26 March 2018:
Observational finding suggests need for randomized trial, researchers say
Use of electronic-cigarettes was associated with a lower rate of smoking cessation at 6 months among recently hospitalized smokers who said they planned to quit, compared with non-users in a secondary analysis of a large randomized trial.
Six months after discharge, the participants who used e-cigarettes had a lower incidence of smoking cessation than those who did not use e-cigarettes, wrote Nancy Rigotti, MD, director of the Tobacco Research and Treatment Center of Massachusetts General Hospital in Boston, and colleagues.
In an analysis of 237 propensity score-matched pairs, 10.1% of e-cigarette users had quit smoking at 6 months, versus 26.6% of non-users (risk difference -16.5%; 95% CI -23.3% to -9.6%).
Three months after hospital discharge, 28% the 1,357 study participants reported e-cigarette use, and of those, less than half said they used e-cigarettes regularly — a low rate that could have affected the findings, Rigotti and colleagues wrote.
The observational analysis is published online in Annals of Internal Medicine.
“We found that patients who used e-cigarettes were actually less likely to succeed in quitting compared to those who did not, which is the reverse of what we might expect to see if e-cigarettes help people quit,” Rigotti told MedPage Today.
“But a big caveat is that we don’t know how they were using them.

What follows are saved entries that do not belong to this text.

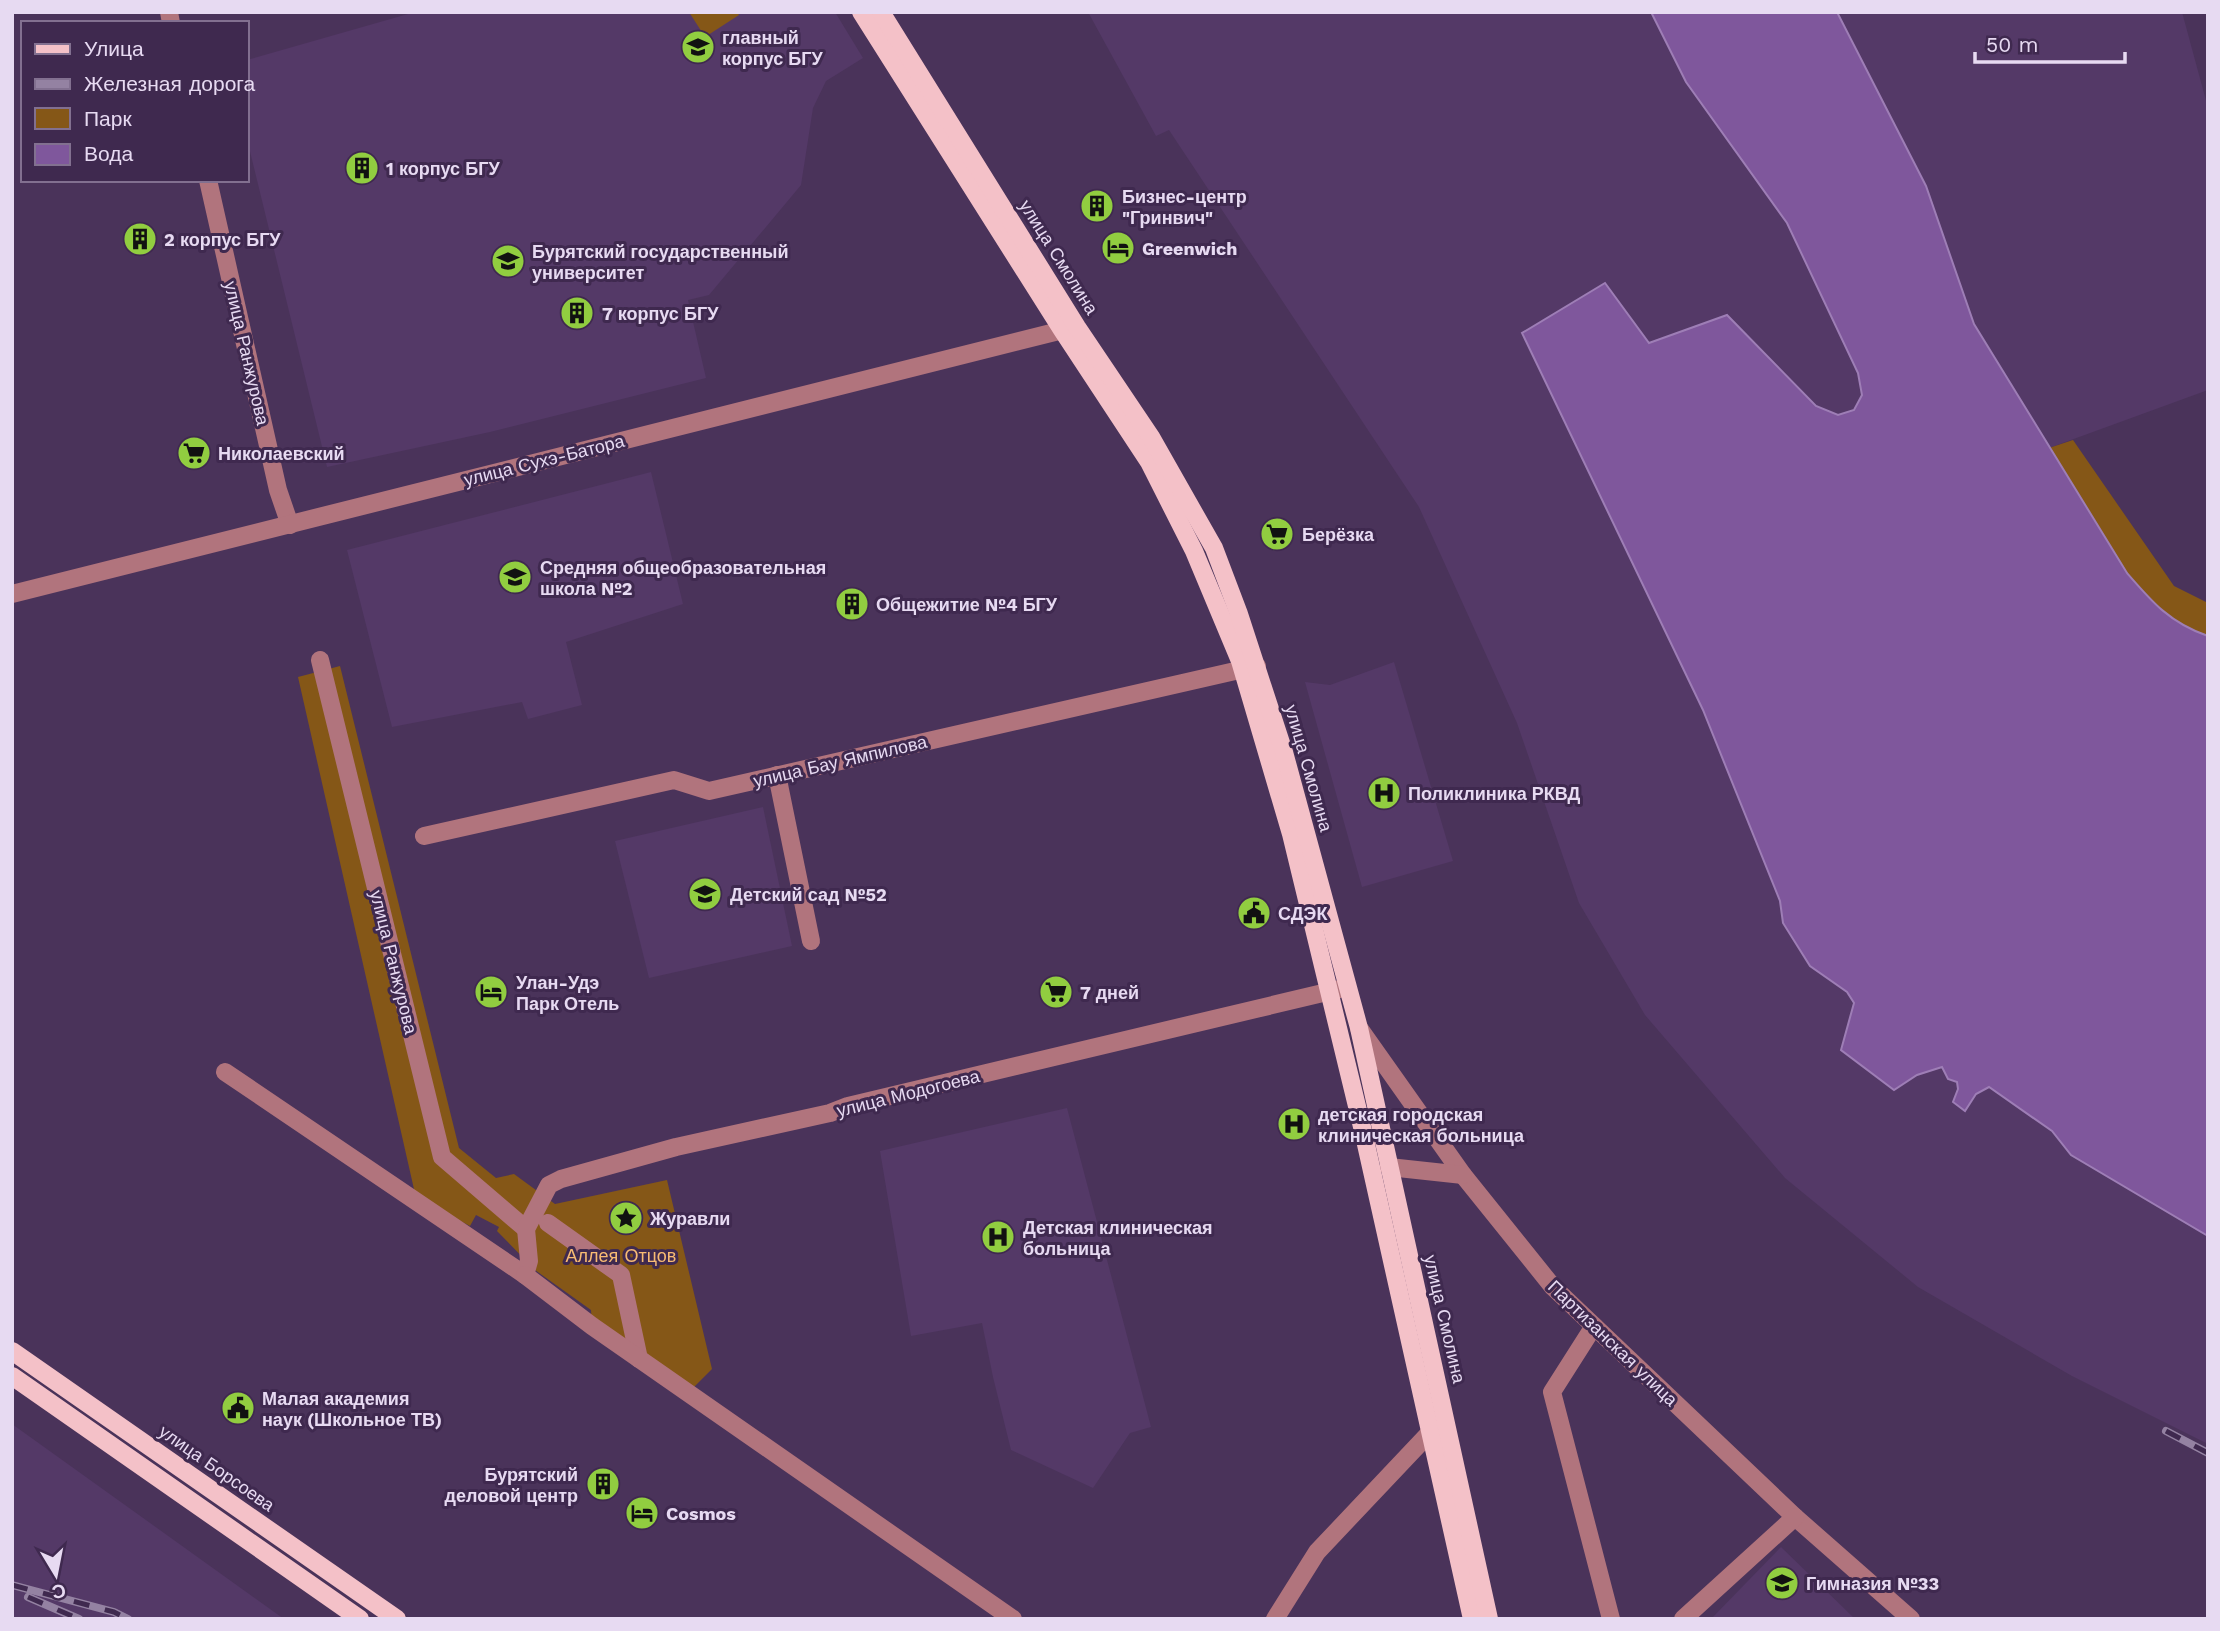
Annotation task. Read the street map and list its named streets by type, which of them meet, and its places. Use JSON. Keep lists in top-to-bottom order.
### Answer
{
  "streets": {
    "main road": ["улица Смолина", "улица Борсоева"],
    "street": [
      "улица Ранжурова",
      "улица Сухэ-Батора",
      "улица Бау Ямпилова",
      "улица Модогоева",
      "Партизанская улица"
    ]
  },
  "crossings": [
    ["улица Смолина", "улица Сухэ-Батора"],
    ["улица Смолина", "улица Бау Ямпилова"],
    ["улица Смолина", "улица Модогоева"],
    ["улица Смолина", "Партизанская улица"],
    ["улица Ранжурова", "улица Сухэ-Батора"],
    ["улица Ранжурова", "улица Модогоева"]
  ],
  "parks": ["Аллея Отцов"],
  "places": {
    "school or university": [
      "главный корпус БГУ",
      "Бурятский государственный университет",
      "Средняя общеобразовательная школа №2",
      "Детский сад №52",
      "Гимназия №33"
    ],
    "building": [
      "1 корпус БГУ",
      "Бизнес-центр \"Гринвич\"",
      "2 корпус БГУ",
      "7 корпус БГУ",
      "Общежитие №4 БГУ",
      "Бурятский деловой центр"
    ],
    "hotel": ["Greenwich", "Улан-Удэ Парк Отель", "Cosmos"],
    "supermarket": ["Николаевский", "Берёзка", "7 дней"],
    "hospital": ["Поликлиника РКВД", "детская городская клиническая больница", "Детская клиническая больница"],
    "public building": ["СДЭК", "Малая академия наук (Школьное ТВ)"],
    "place": ["Журавли"]
  },
  "legend": [
    "Улица",
    "Железная дорога",
    "Парк",
    "Вода"
  ],
  "scale_bar": "50 m",
  "north": "bottom"
}
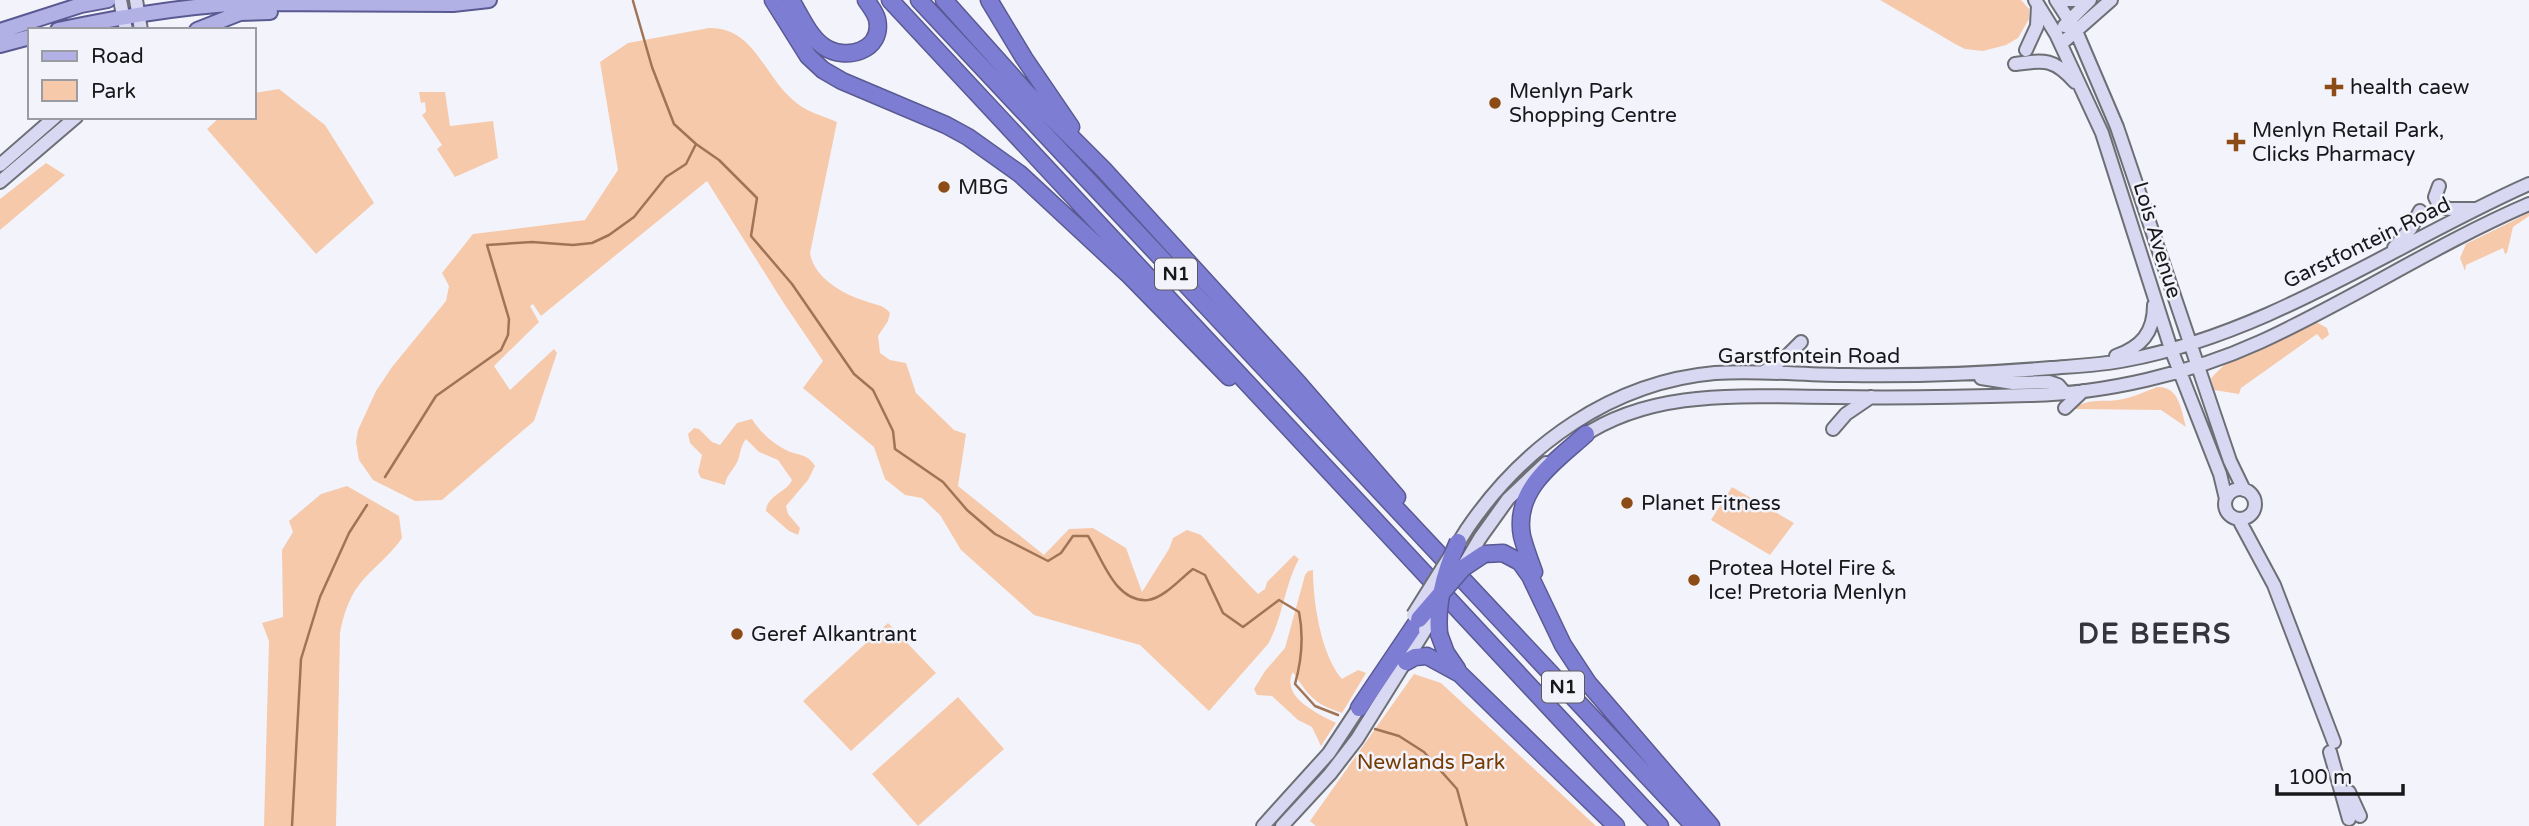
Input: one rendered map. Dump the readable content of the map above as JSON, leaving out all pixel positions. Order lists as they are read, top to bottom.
{
  "streets": {
    "highway": ["N1"],
    "main road": ["Lois Avenue", "Garstfontein Road"]
  },
  "crossings": [
    ["Lois Avenue", "Garstfontein Road"]
  ],
  "districts": ["DE BEERS"],
  "parks": ["Newlands Park"],
  "places": {
    "health": ["health caew", "Menlyn Retail Park, Clicks Pharmacy"],
    "other": [
      "Menlyn Park Shopping Centre",
      "MBG",
      "Planet Fitness",
      "Protea Hotel Fire & Ice! Pretoria Menlyn",
      "Geref Alkantrant"
    ]
  },
  "legend": ["Road", "Park"],
  "scale_bar": "100 m"
}
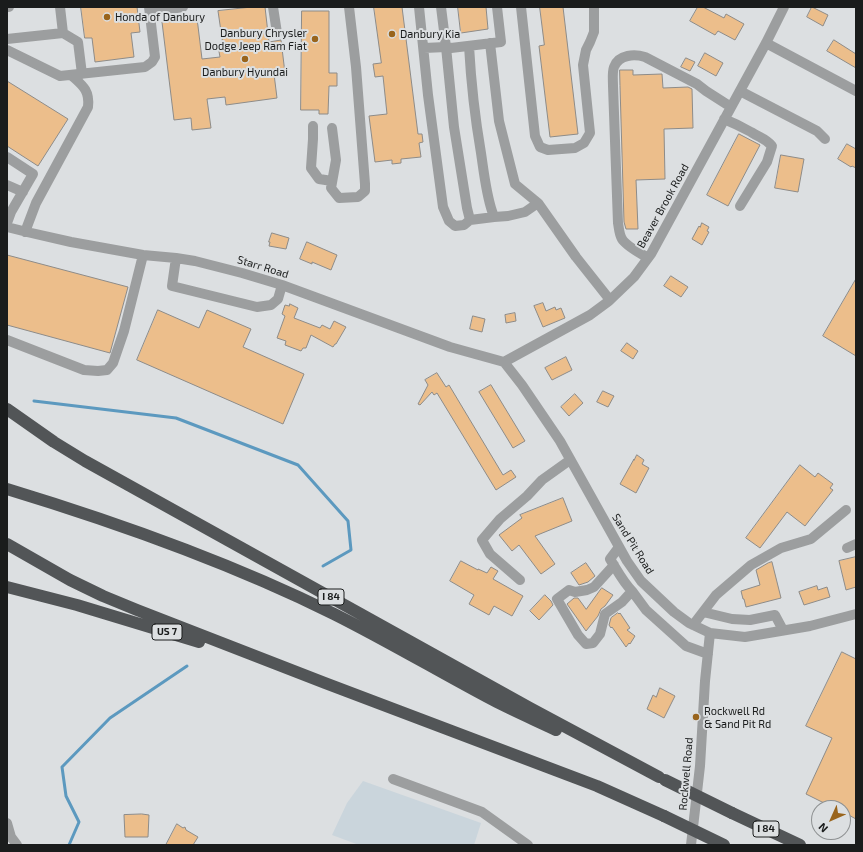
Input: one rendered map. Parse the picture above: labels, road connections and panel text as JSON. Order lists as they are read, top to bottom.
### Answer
{
  "streets": {
    "highway": ["I 84", "US 7"],
    "street": [
      "Beaver Brook Road",
      "Starr Road",
      "Sand Pit Road",
      "Rockwell Road"
    ]
  },
  "crossings": [
    ["Beaver Brook Road", "Starr Road"],
    ["Beaver Brook Road", "Sand Pit Road"],
    ["Starr Road", "Sand Pit Road"],
    ["Sand Pit Road", "Rockwell Road"]
  ],
  "places": [
    "Honda of Danbury",
    "Danbury Kia",
    "Danbury Chrysler Dodge Jeep Ram Fiat",
    "Danbury Hyundai",
    "Rockwell Rd & Sand Pit Rd"
  ],
  "north": "bottom left"
}
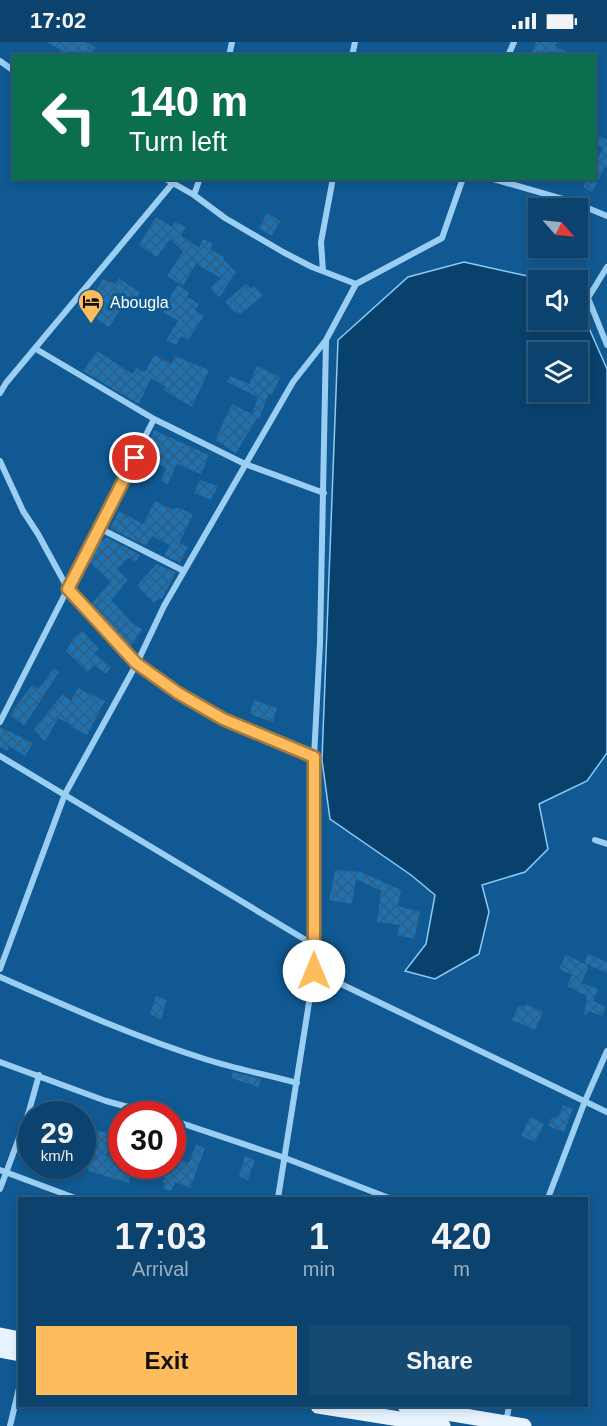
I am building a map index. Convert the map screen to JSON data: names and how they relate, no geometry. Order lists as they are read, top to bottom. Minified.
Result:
{"places":{"hotel":["Abougla"]},"north":"bottom right","page":{"status":"17:02","turn":["140 m","Turn left"],"speed":"29 km/h","limit":"30","eta":["17:03","Arrival","1","min","420","m"],"buttons":["Exit","Share"]}}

The e-cigarette users may have been the people who were having the most trouble quitting.”
Rigotti noted that while almost 70% of the study participants who used e-cigarettes said they were doing so to help them quit combustible cigarettes, the frequency of use ranged from daily to just once a week.
“I think the message of this paper is that using e-cigarettes infrequently or using them with cigarettes is just not an effective way to quit smoking. Many of these people didn’t even use e-cigarettes once a day. People who have success with [approved] smoking-cessation medications use them regularly. That is probably how e-cigarettes need to be used if they are going to be effective.”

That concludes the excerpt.